**The task**
Note each line of the entries that includes "heat". Then copy those lines.

**Records**

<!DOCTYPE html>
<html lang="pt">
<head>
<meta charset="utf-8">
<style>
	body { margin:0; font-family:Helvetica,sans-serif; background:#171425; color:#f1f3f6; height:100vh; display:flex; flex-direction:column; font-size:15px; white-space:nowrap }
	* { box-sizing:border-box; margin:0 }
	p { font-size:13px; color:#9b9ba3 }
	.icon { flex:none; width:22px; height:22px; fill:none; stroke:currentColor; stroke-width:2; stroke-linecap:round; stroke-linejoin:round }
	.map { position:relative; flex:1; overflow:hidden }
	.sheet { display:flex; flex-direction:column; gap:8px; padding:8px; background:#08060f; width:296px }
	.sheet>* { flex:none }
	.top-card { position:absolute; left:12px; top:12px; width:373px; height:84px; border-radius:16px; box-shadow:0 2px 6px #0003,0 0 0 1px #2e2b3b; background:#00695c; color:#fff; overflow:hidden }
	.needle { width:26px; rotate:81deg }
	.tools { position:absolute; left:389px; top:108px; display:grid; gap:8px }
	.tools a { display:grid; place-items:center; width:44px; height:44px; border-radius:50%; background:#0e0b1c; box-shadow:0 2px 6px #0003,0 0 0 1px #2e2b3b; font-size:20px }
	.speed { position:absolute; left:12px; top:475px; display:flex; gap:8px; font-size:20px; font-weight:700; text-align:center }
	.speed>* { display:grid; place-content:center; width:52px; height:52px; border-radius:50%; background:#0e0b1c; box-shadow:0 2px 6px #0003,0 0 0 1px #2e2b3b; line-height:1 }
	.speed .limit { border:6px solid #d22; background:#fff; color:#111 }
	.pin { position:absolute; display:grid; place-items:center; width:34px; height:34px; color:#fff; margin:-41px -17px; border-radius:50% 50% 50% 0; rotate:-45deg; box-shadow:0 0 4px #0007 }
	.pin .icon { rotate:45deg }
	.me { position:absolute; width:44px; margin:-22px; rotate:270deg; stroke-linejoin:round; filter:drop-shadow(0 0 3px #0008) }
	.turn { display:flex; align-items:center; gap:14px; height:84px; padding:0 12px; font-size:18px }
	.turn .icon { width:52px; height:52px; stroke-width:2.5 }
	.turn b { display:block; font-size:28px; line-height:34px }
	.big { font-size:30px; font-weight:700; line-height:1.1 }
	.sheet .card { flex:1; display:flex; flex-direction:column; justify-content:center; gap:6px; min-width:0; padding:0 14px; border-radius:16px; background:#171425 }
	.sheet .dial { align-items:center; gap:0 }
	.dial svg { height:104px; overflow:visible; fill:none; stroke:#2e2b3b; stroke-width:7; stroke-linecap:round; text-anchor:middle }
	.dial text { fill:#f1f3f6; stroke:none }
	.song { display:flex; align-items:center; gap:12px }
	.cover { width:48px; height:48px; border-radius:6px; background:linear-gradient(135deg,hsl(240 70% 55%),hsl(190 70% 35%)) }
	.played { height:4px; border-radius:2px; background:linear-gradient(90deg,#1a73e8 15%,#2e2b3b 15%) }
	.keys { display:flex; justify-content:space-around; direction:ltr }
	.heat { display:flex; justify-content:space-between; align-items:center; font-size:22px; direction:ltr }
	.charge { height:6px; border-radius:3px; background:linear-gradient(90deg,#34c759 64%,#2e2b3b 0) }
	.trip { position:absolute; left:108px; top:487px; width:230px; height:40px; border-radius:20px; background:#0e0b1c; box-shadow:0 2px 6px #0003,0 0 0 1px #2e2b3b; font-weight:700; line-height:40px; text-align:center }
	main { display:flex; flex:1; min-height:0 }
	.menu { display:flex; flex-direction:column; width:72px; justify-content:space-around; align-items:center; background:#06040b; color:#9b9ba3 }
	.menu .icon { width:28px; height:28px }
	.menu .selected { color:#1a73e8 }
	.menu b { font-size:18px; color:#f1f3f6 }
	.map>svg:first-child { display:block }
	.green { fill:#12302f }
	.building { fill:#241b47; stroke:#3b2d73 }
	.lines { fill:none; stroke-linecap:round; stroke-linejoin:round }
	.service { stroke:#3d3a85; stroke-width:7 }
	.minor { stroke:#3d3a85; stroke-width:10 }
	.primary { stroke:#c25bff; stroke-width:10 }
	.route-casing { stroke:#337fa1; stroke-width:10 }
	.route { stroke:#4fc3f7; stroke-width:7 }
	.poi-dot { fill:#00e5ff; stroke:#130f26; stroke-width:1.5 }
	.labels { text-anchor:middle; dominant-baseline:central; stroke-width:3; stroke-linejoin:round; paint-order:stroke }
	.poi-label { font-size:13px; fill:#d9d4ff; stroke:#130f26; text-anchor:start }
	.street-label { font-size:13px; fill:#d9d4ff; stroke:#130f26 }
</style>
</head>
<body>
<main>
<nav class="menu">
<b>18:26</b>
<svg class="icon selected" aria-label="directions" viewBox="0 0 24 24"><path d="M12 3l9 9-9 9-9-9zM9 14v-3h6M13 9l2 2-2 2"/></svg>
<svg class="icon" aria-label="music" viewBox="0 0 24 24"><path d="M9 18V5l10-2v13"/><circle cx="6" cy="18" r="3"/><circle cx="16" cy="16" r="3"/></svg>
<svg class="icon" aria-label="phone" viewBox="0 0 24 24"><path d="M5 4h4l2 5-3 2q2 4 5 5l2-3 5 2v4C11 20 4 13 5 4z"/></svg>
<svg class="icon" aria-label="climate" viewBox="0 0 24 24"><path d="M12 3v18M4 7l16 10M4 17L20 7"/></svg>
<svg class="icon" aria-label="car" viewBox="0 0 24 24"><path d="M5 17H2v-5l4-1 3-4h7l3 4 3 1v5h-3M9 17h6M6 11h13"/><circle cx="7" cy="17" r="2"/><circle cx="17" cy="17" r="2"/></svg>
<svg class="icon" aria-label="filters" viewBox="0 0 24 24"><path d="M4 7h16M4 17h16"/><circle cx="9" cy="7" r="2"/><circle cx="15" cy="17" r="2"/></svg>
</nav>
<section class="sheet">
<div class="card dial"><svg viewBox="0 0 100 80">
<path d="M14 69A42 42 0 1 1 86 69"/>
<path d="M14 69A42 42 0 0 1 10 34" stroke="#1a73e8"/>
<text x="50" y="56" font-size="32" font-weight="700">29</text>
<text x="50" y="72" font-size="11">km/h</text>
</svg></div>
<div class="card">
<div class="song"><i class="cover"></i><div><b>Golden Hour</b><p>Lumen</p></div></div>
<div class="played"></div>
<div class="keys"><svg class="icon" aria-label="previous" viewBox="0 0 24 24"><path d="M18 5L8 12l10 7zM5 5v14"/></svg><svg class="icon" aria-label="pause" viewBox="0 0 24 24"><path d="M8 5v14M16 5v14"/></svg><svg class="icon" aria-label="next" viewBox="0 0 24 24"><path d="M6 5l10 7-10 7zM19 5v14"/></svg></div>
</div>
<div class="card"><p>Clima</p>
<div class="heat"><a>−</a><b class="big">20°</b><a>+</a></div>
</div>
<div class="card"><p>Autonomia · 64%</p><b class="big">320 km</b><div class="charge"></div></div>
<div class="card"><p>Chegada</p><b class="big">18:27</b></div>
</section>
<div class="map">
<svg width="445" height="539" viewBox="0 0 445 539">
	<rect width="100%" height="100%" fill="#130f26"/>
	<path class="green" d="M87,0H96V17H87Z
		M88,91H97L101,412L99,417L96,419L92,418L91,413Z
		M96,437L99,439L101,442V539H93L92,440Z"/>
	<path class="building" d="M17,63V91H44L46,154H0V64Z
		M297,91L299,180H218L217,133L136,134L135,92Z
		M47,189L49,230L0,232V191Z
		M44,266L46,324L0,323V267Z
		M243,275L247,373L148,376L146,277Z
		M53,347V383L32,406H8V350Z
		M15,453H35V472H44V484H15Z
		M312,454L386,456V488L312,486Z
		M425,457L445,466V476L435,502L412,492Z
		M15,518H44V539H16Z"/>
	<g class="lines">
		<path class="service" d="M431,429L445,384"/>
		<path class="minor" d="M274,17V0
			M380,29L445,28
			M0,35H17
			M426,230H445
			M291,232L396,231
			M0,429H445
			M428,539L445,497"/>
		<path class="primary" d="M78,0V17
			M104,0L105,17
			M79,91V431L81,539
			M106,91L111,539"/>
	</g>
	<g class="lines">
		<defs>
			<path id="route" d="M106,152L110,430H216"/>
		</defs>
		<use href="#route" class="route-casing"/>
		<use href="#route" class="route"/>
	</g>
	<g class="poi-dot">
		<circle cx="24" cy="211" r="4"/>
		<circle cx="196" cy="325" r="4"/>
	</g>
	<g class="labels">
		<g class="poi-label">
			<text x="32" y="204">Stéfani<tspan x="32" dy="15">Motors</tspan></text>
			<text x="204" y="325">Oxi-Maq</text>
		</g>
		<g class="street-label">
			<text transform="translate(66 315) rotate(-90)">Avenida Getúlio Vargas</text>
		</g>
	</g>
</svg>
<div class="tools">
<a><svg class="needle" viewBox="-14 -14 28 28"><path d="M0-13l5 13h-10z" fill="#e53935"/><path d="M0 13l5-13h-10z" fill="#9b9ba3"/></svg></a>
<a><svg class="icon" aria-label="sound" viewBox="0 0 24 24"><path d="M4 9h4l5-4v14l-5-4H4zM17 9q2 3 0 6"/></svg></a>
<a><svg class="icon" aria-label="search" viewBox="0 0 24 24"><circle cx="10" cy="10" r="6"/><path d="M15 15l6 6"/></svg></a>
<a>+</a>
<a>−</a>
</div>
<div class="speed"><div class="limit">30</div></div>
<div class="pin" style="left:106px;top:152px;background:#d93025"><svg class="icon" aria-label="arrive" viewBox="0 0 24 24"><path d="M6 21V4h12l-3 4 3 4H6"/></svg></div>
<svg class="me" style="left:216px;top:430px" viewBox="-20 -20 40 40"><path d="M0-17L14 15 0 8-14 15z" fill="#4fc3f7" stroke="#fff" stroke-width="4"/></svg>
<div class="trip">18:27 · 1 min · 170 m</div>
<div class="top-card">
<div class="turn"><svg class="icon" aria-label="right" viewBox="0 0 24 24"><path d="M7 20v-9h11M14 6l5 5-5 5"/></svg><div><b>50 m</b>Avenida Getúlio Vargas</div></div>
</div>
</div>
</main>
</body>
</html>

**Reply**
	.heat { display:flex; justify-content:space-between; align-items:center; font-size:22px; direction:ltr }
<div class="heat"><a>−</a><b class="big">20°</b><a>+</a></div>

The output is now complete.